I know this is not politically correct, but I am not a fan of Martin Luther King Jr. day. It has nothing to do with MLK or the holiday, but how we treat the day in our society. When I was a kid, it mostly signified another day off of school, which at the time I had not problem with, but as an adult understanding what it is supposed to be about I has become quite frustrating.
In a way it reminds of my one friend who found ways every few weeks to get suspended from school so he did not have to deal with school. MLK day seems to be a holiday that is set aside so that we can get away from the issues and have a party! I know, I know, that is not what a lot of people do, but look at the bookings at Ski Resorts and other destination spots and you will see what I am talking about.
The problem with making something like MLK day a “day off” is the simple fact that in time it has become just that with various platitudes symbolizing race relations and, well, a lot of really good political photos, especially in election year.
The problem with all of this comes down to something that is inherently flawed with the holiday in that the problem we have with race relations is something that goes to the core of our very being, our desire to assert power over other people.
Many years ago, in 1968 the day after MLK was shot, a teacher in Iowa wanted to teach her students about race relations so she manipulated them with a now famous exercise called the “Blue Eye/Brown Eye exercise.” (I think from Jr. high through Seminary I saw the documentary on it at least 10 times, if not more). In a very short synopsis (See the frontline special from 1984 at http://www.youtube.com/watch?v=uQAmdZvKf6M) One day the teacher told the class that the blue eyed kids were to get special privileges because they were smarter, better, etc.; later, she reversed the statement to have the brown-eyed kids with the more positive attributes. What the kids saw was how easy it was to treat each other poorly based on perceptions and social pressure.

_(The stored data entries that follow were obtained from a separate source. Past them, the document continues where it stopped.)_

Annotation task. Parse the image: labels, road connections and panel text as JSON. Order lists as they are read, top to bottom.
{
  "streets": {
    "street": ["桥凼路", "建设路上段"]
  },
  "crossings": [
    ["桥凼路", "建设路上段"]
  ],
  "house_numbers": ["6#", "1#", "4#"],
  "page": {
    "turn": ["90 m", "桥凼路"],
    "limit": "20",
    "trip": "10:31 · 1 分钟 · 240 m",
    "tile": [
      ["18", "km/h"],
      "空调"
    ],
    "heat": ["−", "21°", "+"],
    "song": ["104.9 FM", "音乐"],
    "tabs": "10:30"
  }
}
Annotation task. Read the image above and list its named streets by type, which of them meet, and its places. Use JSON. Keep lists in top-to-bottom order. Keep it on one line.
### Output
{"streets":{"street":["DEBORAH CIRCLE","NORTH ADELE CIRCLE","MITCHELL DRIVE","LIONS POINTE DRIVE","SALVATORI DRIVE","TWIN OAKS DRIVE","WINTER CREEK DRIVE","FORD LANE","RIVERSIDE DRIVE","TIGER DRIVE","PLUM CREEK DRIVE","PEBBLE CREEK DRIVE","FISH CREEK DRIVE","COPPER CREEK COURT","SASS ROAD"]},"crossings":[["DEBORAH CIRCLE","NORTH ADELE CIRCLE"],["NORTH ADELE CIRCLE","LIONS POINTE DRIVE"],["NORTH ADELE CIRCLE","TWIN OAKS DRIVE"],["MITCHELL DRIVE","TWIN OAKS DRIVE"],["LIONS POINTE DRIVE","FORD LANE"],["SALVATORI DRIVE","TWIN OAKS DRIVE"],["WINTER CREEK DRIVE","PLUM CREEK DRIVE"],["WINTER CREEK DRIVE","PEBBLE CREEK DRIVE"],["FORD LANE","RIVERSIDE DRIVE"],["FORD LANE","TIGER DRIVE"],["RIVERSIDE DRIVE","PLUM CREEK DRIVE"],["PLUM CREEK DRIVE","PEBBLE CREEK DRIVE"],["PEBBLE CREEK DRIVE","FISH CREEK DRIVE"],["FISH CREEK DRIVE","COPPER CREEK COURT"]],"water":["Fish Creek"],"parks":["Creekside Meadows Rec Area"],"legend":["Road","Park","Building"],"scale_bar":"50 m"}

The interesting thing that she proved within the exercise, which did impact the children well into their adulthood, was how easy it is to pick up on one thing or another to assert power and control over another human being. It also showed how easy it is for those who were treated poorly to accept their place and not assert themselves. Moreover, and even more interesting to me was how when those who were persecuted were brought into power, they began to do the same or even worse than what was done to them.
Now through the years this has been scientifically studied and proven to be a naturally occurring process that is part of the human existence. Just look to the Middle East: every group who has ever had control subjugated the group that was not, just as the American society did to those who were slaves and then to the African Americans, especially, but not limited to the south, until people like MLK stepped forward to witness to the injustice and name the discrimination, calling for a new era of justice.
The problem is that we got a holiday. To some it has become a celebration of an end to discrimination, and to many it is yet another day away from school or work. But neither of those are what this day should be about, nor should it be about MLK; he was a great leader, but he was not the cause! If anything, this day should cause us to look back at ourselves and ask ourselves how we are treating each other. How we use assumptions of superiority – whether it be racial, economic, social, age, etc. – to treat others disrespectfully or subjugate them.
In other words, I encourage you this weekend to listen, remember the battles of the civil rights movement, and think about how you can work to break down the walls of injustice and strengthen the community, which is all equal in Gods eyes.